How Was Crater Lake Formed?

By Nathaniel Whelan on August 10 2020 in Geography

Sunrise at Crater Lake National Park, Oregon. The lake was formed due to volcanic activity. Image credit: Theerapat Chawannakul/Shutterstock.com
Sunrise at Crater Lake National Park, Oregon. The lake was formed due to volcanic activity. Image credit: Theerapat Chawannakul/Shutterstock.com
  • After a violent eruption, the inner magma chamber of an ancient volcano collapsed in on itself, creating a deep caldera in modern-day Oregon.
  • Experts estimate that it took approximately 250 years for the caldera to fill to its present-day amount of five trillion gallons of water, ultimately creating Crater Lake as we know it today.
  • The ancient Makalak people attributed the collapse of the volcano to a mighty battle between the sky and mountain spirits.

Crater Lake is located in the western state of Oregon. Perhaps unsurprisingly, it is the main attraction of Crater Lake National Park which sees on average 500,000 tourists every year for such activities as hiking, fishing, and in the winter months, skiing and snowshoeing. However, this serene, picturesque landscape is the result of violent geological activity. The following article explores in detail the amazing process of how the iconic Crater Lake was formed.

The Formation Of Mount Mazama

Mount Mazama began to form approximately 400,000 years ago due to a series of volcanic eruptions. At its peak, the mountain stood as high as 12,000 feet (3,658 meters) above sea level. It is part of the Cascade Arc, a collection of volcanoes that stretches across 700 miles from southern British Columbia in Canada to northern California in the United States.

The Formation Of The Caldera

Crater Lake from space. Image credit: Planet Labs, Inc./Wikimedia.org

Despite its name, Crater Lake is not a crater, but a caldera. Both are formed as a result of volcanic activity; however, the former is created by an outward explosion of rock and other materials, while the latter is a deep basin formed by the inward collapse of the magma chamber. In the case of Mount Mazama, this cavity was located roughly three miles below the earth’s surface.  

Approximately 7,770 years ago, it erupted in spectacular fashion and out of the volcano spewed twelve cubic miles of lava. Ash and pumice—or volcanic rock—obliterated the surrounding region, reaching as far as the Canadian province of Alberta. Rare particles from the explosion have even been found frozen in ancient ice from Greenland. 

During the eruption, so much magma was expelled from the inner chamber that the volcano lost its structural integrity. Without any support, the walls collapsed into the empty void to form a caldera measuring roughly five miles from north to south and six miles east to west.
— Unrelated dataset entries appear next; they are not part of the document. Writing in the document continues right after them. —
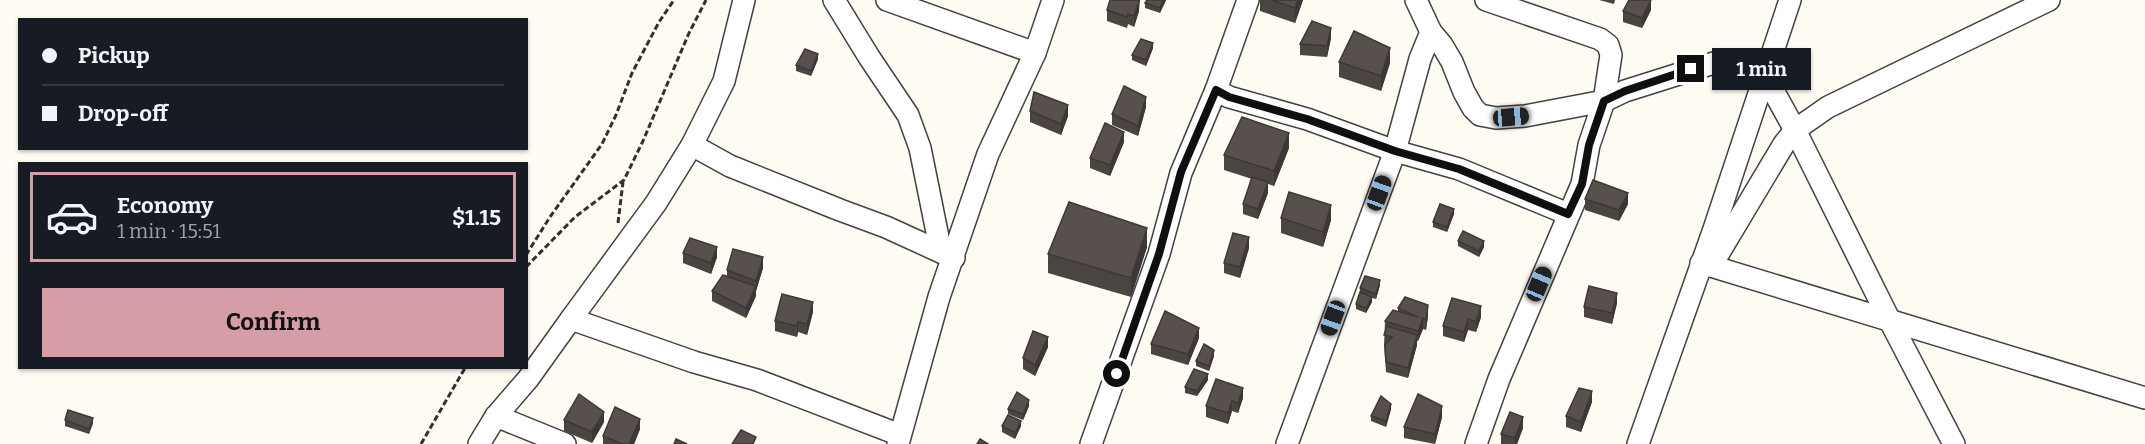 <!DOCTYPE html>
<html lang="en">
<head>
<meta charset="utf-8">
<style>
	:root { --surface:#171b24; --page:#242831; --text:#f1f3f6; --muted:#9ea1a6; --line:#363941; --accent:#d69da7 }
	body { margin:0; font-family:Bitter,serif; background:var(--page); color:var(--text); height:100vh; display:flex; flex-direction:column; font-size:22px; white-space:nowrap }
	* { box-sizing:border-box; margin:0 }
	p { font-size:20px; color:var(--muted) }
	.icon { flex:none; width:33px; height:33px; fill:none; stroke:currentColor; stroke-width:2; stroke-linecap:round; stroke-linejoin:round }
	.map { position:relative; flex:1; overflow:hidden }
	.details { position:absolute; left:18px; top:162px; width:510px; height:207px; display:flex; flex-direction:column; background:var(--surface); border-radius:0px; box-shadow:0 2px 4px #0004 }
	.details>* { flex:none }
	.hud { position:absolute; left:18px; top:18px; width:510px; height:132px; border-radius:0px; box-shadow:0 2px 4px #0004; display:grid; align-content:center; height:132px; padding:0 24px; background:var(--surface) }
	.end { position:absolute; width:27px; height:27px; margin:-14px; border:8px solid #0f0f0f; background:#fff; box-shadow:0 0 0 3px #fff }
	.from { border-radius:50% }
	.bubble { position:absolute; height:42px; border-radius:0px; background:var(--surface); box-shadow:0 2px 4px #0004; font-size:20px; font-weight:700; line-height:42px; text-align:center }
	.car { position:absolute; width:18px; height:36px; margin:-18px -9px; border-radius:8px; box-shadow:0 0 4px 2px #0007; background:linear-gradient(#222 24%,#8ab4d8 0 40%,#222 0 76%,#8ab4d8 0 86%,#222 0) }
	.hud b { display:flex; align-items:center; gap:21px; height:57px; font-size:22px }
	.hud b+b { border-top:2px solid var(--line) }
	.hud i { width:15px; height:15px; background:var(--text) }
	ul { padding:10px 0 0; list-style:none }
	li { display:flex; align-items:center; gap:18px; height:90px; margin:0 12px 9px; padding:0 12px; border:3px solid transparent; border-radius:0px }
	li div { flex:1 }
	li b { display:block; font-size:22px }
	li em { font-style:normal; font-weight:700 }
	li.on { border-color:var(--accent) }
	li>.icon { width:54px; height:54px; stroke-width:1.5 }
	.action { display:flex; gap:12px; margin-top:auto; padding:12px 24px }
	.action a { flex:1; height:69px; border-radius:0px; background:var(--accent); color:#111; font-size:24px; font-weight:700; line-height:69px; text-align:center }
	.map>svg:first-child { display:block }
</style>
</head>
<body>
<div class="map">
<svg width="2145" height="444" viewBox="0 0 2145 444">
	<rect width="100%" height="100%" fill="#fefbf3"/>
	<g fill="none" stroke-linecap="round" stroke-linejoin="round">
		<g stroke="#424242" stroke-width="24">
			<g id="minor">
				<polyline points="834,0 869,57 908,115 920,148 941,252"/>
				<polyline points="887,0 1035,53"/>
				<polyline points="1431,32 1442,45 1452,62 1464,92 1473,108 1480,115 1496,118 1525,116 1604,101 1625,91 1717,62 1742,60 1754,64 1764,74 1795,130 1890,321 1954,444"/>
				<polyline points="1216,90 1248,0"/>
				<polyline points="692,145 730,166 840,210 886,227 954,258"/>
				<polyline points="1701,263 2145,398"/>
				<polyline points="1711,266 1784,144 1795,130 1828,107 2049,0"/>
				<polyline points="571,319 656,203 692,145 724,81 744,0"/>
				<polyline points="496,416 565,444"/>
				<polyline points="479,444 496,416 528,379 571,319 694,362 757,380 900,435"/>
				<polyline points="898,444 939,297 988,154 1035,53 1053,0"/>
				<polyline points="1091,444 1159,254 1181,173 1216,90 1229,97 1307,119 1395,151 1459,169 1568,214"/>
				<polyline points="1287,444 1395,151 1420,59 1431,32 1416,0"/>
				<polyline points="1476,444 1499,379 1582,184 1589,145 1604,101 1611,55 1608,45 1600,39 1486,0"/>
				<polyline points="1638,444 1714,229 1790,0"/>
			</g>
		</g>
		<g stroke="#313131" stroke-width="3" stroke-dasharray="6 3" stroke-linecap="butt">
			<polyline points="618,223 623,182"/>
			<polyline points="526,255 550,217 602,144 616,115 632,73 659,22 674,0"/>
			<polyline points="526,267 575,217 624,180 643,141 689,33 706,0"/>
			<polyline points="421,444 465,368"/>
		</g>
		<use href="#minor" stroke="#fff" stroke-width="21"/>
	</g>
	<g fill="#4b4542">
		<polygon points="1110,0 1140,0 1139,11 1134,27 1128,24 1127,28 1107,21 1107,10"/>
		<polygon points="1166,0 1160,13 1145,8 1145,3"/>
		<polygon points="1260,0 1303,0 1295,23 1260,11"/>
		<polygon points="1599,0 1615,0 1614,4"/>
		<polygon points="1651,10 1642,28 1623,22 1623,11"/>
		<polygon points="1331,38 1327,57 1300,55 1300,44"/>
		<polygon points="1153,48 1146,66 1132,60 1132,55"/>
		<polygon points="818,59 811,76 796,71 796,65"/>
		<polygon points="1339,62 1390,63 1381,91 1339,77"/>
		<polygon points="1146,107 1138,136 1112,125 1112,114"/>
		<polygon points="1030,111 1068,116 1061,135 1030,122"/>
		<polygon points="1124,142 1110,176 1090,168 1090,158"/>
		<polygon points="1289,148 1274,186 1268,184 1268,193 1258,219 1243,214 1243,204 1252,179 1224,170 1224,155"/>
		<polygon points="1585,199 1628,204 1619,221 1585,210"/>
		<polygon points="1454,214 1447,232 1433,227 1433,222"/>
		<polygon points="1281,218 1331,220 1323,247 1281,233"/>
		<polygon points="1458,241 1484,247 1479,257 1458,246"/>
		<polygon points="1147,247 1131,297 1048,273 1048,254"/>
		<polygon points="1249,248 1240,278 1224,273 1224,263"/>
		<polygon points="683,253 717,257 711,274 683,263"/>
		<polygon points="763,268 756,291 756,296 746,318 712,301 712,291 727,276 727,270"/>
		<polygon points="1380,285 1376,299 1372,298 1372,302 1366,313 1356,309 1356,304 1360,292 1360,288"/>
		<polygon points="1617,303 1612,324 1584,317 1584,307"/>
		<polygon points="1398,308 1428,316 1426,330 1423,329 1418,341 1417,341 1417,345 1408,378 1386,372 1384,345 1385,321 1398,311"/>
		<polygon points="813,312 807,335 798,332 797,337 775,331 775,321"/>
		<polygon points="1481,317 1476,332 1468,330 1464,342 1443,336 1443,326"/>
		<polygon points="1199,338 1188,365 1151,354 1151,344"/>
		<polygon points="1048,347 1035,376 1023,369 1023,358"/>
		<polygon points="1214,356 1209,371 1196,366 1196,361"/>
		<polygon points="1208,380 1197,396 1185,393 1185,387"/>
		<polygon points="1243,398 1238,413 1232,411 1228,424 1206,417 1206,406"/>
		<polygon points="1592,402 1581,432 1566,427 1566,416"/>
		<polygon points="1029,406 1023,420 1008,414 1008,409"/>
		<polygon points="1391,409 1386,427 1371,421 1371,416"/>
		<polygon points="1442,417 1435,444 1404,438 1404,427"/>
		<polygon points="65,420 93,423 89,434 65,426"/>
		<polygon points="564,420 604,422 592,443 564,431"/>
		<polygon points="1002,426 1021,426 1015,439 1002,432"/>
		<polygon points="1523,428 1517,444 1501,444 1501,434"/>
		<polygon points="640,429 634,444 603,444 603,436"/>
	</g>
	<g fill="#3d3836">
		<polygon points="1163,0 1166,0 1160,13 1160,8"/>
		<polygon points="1298,0 1303,0 1295,23 1295,8"/>
		<polygon points="1651,0 1651,10 1642,28 1642,18"/>
		<polygon points="1139,1 1139,11 1134,27 1134,16"/>
		<polygon points="1331,28 1331,38 1327,57 1327,46"/>
		<polygon points="1153,43 1153,48 1146,66 1146,60"/>
		<polygon points="1390,48 1390,63 1381,91 1381,76"/>
		<polygon points="818,54 818,59 811,76 811,71"/>
		<polygon points="1146,97 1146,107 1138,136 1138,126"/>
		<polygon points="1068,105 1068,116 1061,135 1061,124"/>
		<polygon points="1124,132 1124,142 1110,176 1110,165"/>
		<polygon points="1289,133 1289,148 1274,186 1274,171"/>
		<polygon points="1268,182 1268,193 1258,219 1258,209"/>
		<polygon points="1628,193 1628,204 1619,221 1619,210"/>
		<polygon points="1331,205 1331,220 1323,247 1323,232"/>
		<polygon points="1454,209 1454,214 1447,232 1447,227"/>
		<polygon points="1147,228 1147,247 1131,297 1131,278"/>
		<polygon points="1249,237 1249,248 1240,278 1240,267"/>
		<polygon points="1484,241 1484,247 1479,257 1479,251"/>
		<polygon points="717,247 717,257 711,274 711,263"/>
		<polygon points="763,257 763,268 756,291 756,296 746,318 746,308 756,286 756,281"/>
		<polygon points="1380,280 1380,285 1376,299 1376,294"/>
		<polygon points="1617,293 1617,303 1612,324 1612,313"/>
		<polygon points="1372,297 1372,302 1366,313 1366,308"/>
		<polygon points="813,302 813,312 807,335 807,324"/>
		<polygon points="1428,305 1428,316 1426,330 1426,320"/>
		<polygon points="1481,306 1481,317 1476,332 1476,322"/>
		<polygon points="1423,318 1423,329 1418,341 1418,331"/>
		<polygon points="1468,319 1468,330 1464,342 1464,332"/>
		<polygon points="798,322 798,332 797,337 797,326"/>
		<polygon points="1199,328 1199,338 1188,365 1188,354"/>
		<polygon points="1417,335 1417,345 1408,378 1408,368"/>
		<polygon points="1048,337 1048,347 1035,376 1035,365"/>
		<polygon points="1214,350 1214,356 1209,371 1209,366"/>
		<polygon points="1208,374 1208,380 1197,396 1197,391"/>
		<polygon points="1243,388 1243,398 1238,413 1238,403"/>
		<polygon points="1592,391 1592,402 1581,432 1581,422"/>
		<polygon points="1029,400 1029,406 1023,420 1023,414"/>
		<polygon points="1232,401 1232,411 1228,424 1228,413"/>
		<polygon points="1391,404 1391,409 1386,427 1386,421"/>
		<polygon points="1442,406 1442,417 1435,444 1435,434"/>
		<polygon points="604,412 604,422 592,443 592,432"/>
		<polygon points="1523,417 1523,428 1517,444 1515,444 1515,438"/>
		<polygon points="93,418 93,423 89,434 89,429"/>
		<polygon points="640,419 640,429 634,444 629,444"/>
		<polygon points="1021,421 1021,426 1015,439 1015,433"/>
	</g>
	<g fill="#57504d" stroke="#3d3836" stroke-width="1.5">
		<polygon points="1110,0 1138,0 1139,1 1134,16 1128,14 1127,17 1107,10"/>
		<polygon points="1147,0 1163,0 1160,8 1145,3"/>
		<polygon points="1271,0 1298,0 1295,8"/>
		<polygon points="1629,0 1651,0 1642,18 1623,11"/>
		<polygon points="1312,21 1331,28 1327,46 1300,44"/>
		<polygon points="1354,31 1390,48 1381,76 1339,62"/>
		<polygon points="1141,39 1153,43 1146,60 1132,55"/>
		<polygon points="805,49 818,54 811,71 796,65"/>
		<polygon points="1124,86 1146,97 1138,126 1112,114"/>
		<polygon points="1034,92 1068,105 1061,124 1030,111"/>
		<polygon points="1242,117 1289,133 1274,171 1224,155"/>
		<polygon points="1105,123 1124,132 1110,165 1090,158"/>
		<polygon points="1252,177 1268,182 1258,209 1243,204"/>
		<polygon points="1593,180 1628,193 1619,210 1585,199"/>
		<polygon points="1289,192 1331,205 1323,232 1281,218"/>
		<polygon points="1069,202 1147,228 1131,278 1048,254"/>
		<polygon points="1440,204 1454,209 1447,227 1433,222"/>
		<polygon points="1463,231 1484,241 1479,251 1458,241"/>
		<polygon points="1233,233 1249,237 1240,267 1224,263"/>
		<polygon points="690,238 717,247 711,263 683,253"/>
		<polygon points="733,249 763,257 756,281 727,270"/>
		<polygon points="723,275 756,286 746,308 712,291"/>
		<polygon points="1365,276 1380,280 1376,294 1360,288"/>
		<polygon points="1589,286 1617,293 1612,313 1584,307"/>
		<polygon points="1360,292 1372,297 1366,308 1356,304"/>
		<polygon points="782,294 813,302 807,324 798,322 797,326 775,321"/>
		<polygon points="1405,297 1428,305 1426,320 1423,318 1418,331 1385,321 1393,310 1418,317 1398,308"/>
		<polygon points="1452,298 1481,306 1476,322 1468,319 1464,332 1443,326"/>
		<polygon points="1165,311 1199,328 1188,354 1151,344"/>
		<polygon points="1387,326 1417,335 1408,368 1386,362 1385,345 1392,337 1384,335"/>
		<polygon points="1033,331 1048,337 1035,365 1023,358"/>
		<polygon points="1204,344 1214,350 1209,366 1196,361"/>
		<polygon points="1194,369 1208,374 1197,391 1185,387"/>
		<polygon points="1216,379 1243,388 1238,403 1232,401 1228,413 1206,406"/>
		<polygon points="1579,388 1592,391 1581,422 1566,416"/>
		<polygon points="1017,392 1029,400 1023,414 1008,409"/>
		<polygon points="579,394 604,412 592,432 564,420"/>
		<polygon points="1418,394 1442,406 1435,434 1404,427"/>
		<polygon points="1381,396 1391,404 1386,421 1371,416"/>
		<polygon points="615,407 640,419 629,444 623,444 603,436"/>
		<polygon points="68,410 93,418 89,429 65,420"/>
		<polygon points="1510,412 1523,417 1515,438 1501,434"/>
		<polygon points="1008,415 1021,421 1015,433 1002,426"/>
		<polygon points="741,430 756,437 753,444 732,444"/>
		<polygon points="676,439 687,444 674,444"/>
		<polygon points="980,439 988,444 977,444"/>
	</g>
	<g fill="none" stroke-linecap="round" stroke-linejoin="round">
		<polyline stroke="#0f0f0f" stroke-width="8" points="1117,374 1159,254 1181,172 1216,90 1229,97 1307,119 1395,151 1459,169 1568,214 1582,184 1589,145 1604,101 1625,91 1691,69"/>
	</g>
</svg>
<i class="end from" style="left:1117px;top:374px"></i>
<i class="end" style="left:1691px;top:69px"></i>
<div class="bubble" style="left:1712px;top:48px;width:99px">1 min</div>
<i class="car" style="left:1511px;top:117px;rotate:85deg"></i>
<i class="car" style="left:1379px;top:193px;rotate:20deg"></i>
<i class="car" style="left:1539px;top:284px;rotate:23deg"></i>
<i class="car" style="left:1333px;top:318px;rotate:200deg"></i>
<div class="hud">
<b><i class="from"></i>Pickup</b>
<b><i></i>Drop-off</b>
</div>
<section class="details">
<ul>
<li class="on"><svg class="icon" aria-label="car" viewBox="0 0 24 24"><path d="M5 17H2v-5l4-1 3-4h7l3 4 3 1v5h-3M9 17h6M6 11h13"/><circle cx="7" cy="17" r="2"/><circle cx="17" cy="17" r="2"/></svg><div><b>Economy</b><p>1 min · 15:51</p></div><em>$1.15</em></li>
</ul>
<div class="action"><a>Confirm</a></div>
</section>
</div>
</body>
</html>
Even though it took hundreds of thousands of years for the volcano to form, geologists assume that it only took a few hours—days at most—for it to collapse. It is considered one of the largest recorded volcanic eruptions in recent history, and although the remains have been dormant for the last five thousands years, professionals are confident that it will at some point become active again.

How Was Crater Lake Formed?

Crater Lake Oregon. Image credit: Beth Wertz/Shutterstock.com

Today, this caldera is known as Crater Lake and is famous for its striking blue hue and clear, mirrorlike quality. It is the deepest lake in the United States, measuring 1,949 feet (594 meters), also making it the ninth deepest lake in the entire world.

Because no other water source travels into the lake, it filled over time as a result of rain and snowfall. Experts estimate that it took approximately 250 years for the caldera to fill to its present-day amount of five trillion gallons of water. Evaporation and seepage keep its level balanced.

A Local Legend On Crater Lake Formation

For the ancient Makalak people, who lived thousands of years ago, the mountain was an important symbol with religious significance. One legend explains that Skell, the spirit of the sky, and Llao, the spirit of the mountain, were engaged in a mighty battle. When Skell emerged victorious, Mount Mazama collapsed inward in defeat. Following its destruction, the Makalak people mourned the loss of Llao. Today, the Klamath people honor their ancestors by sharing accounts of the volcano’s eruption and the battle between sky and mountain.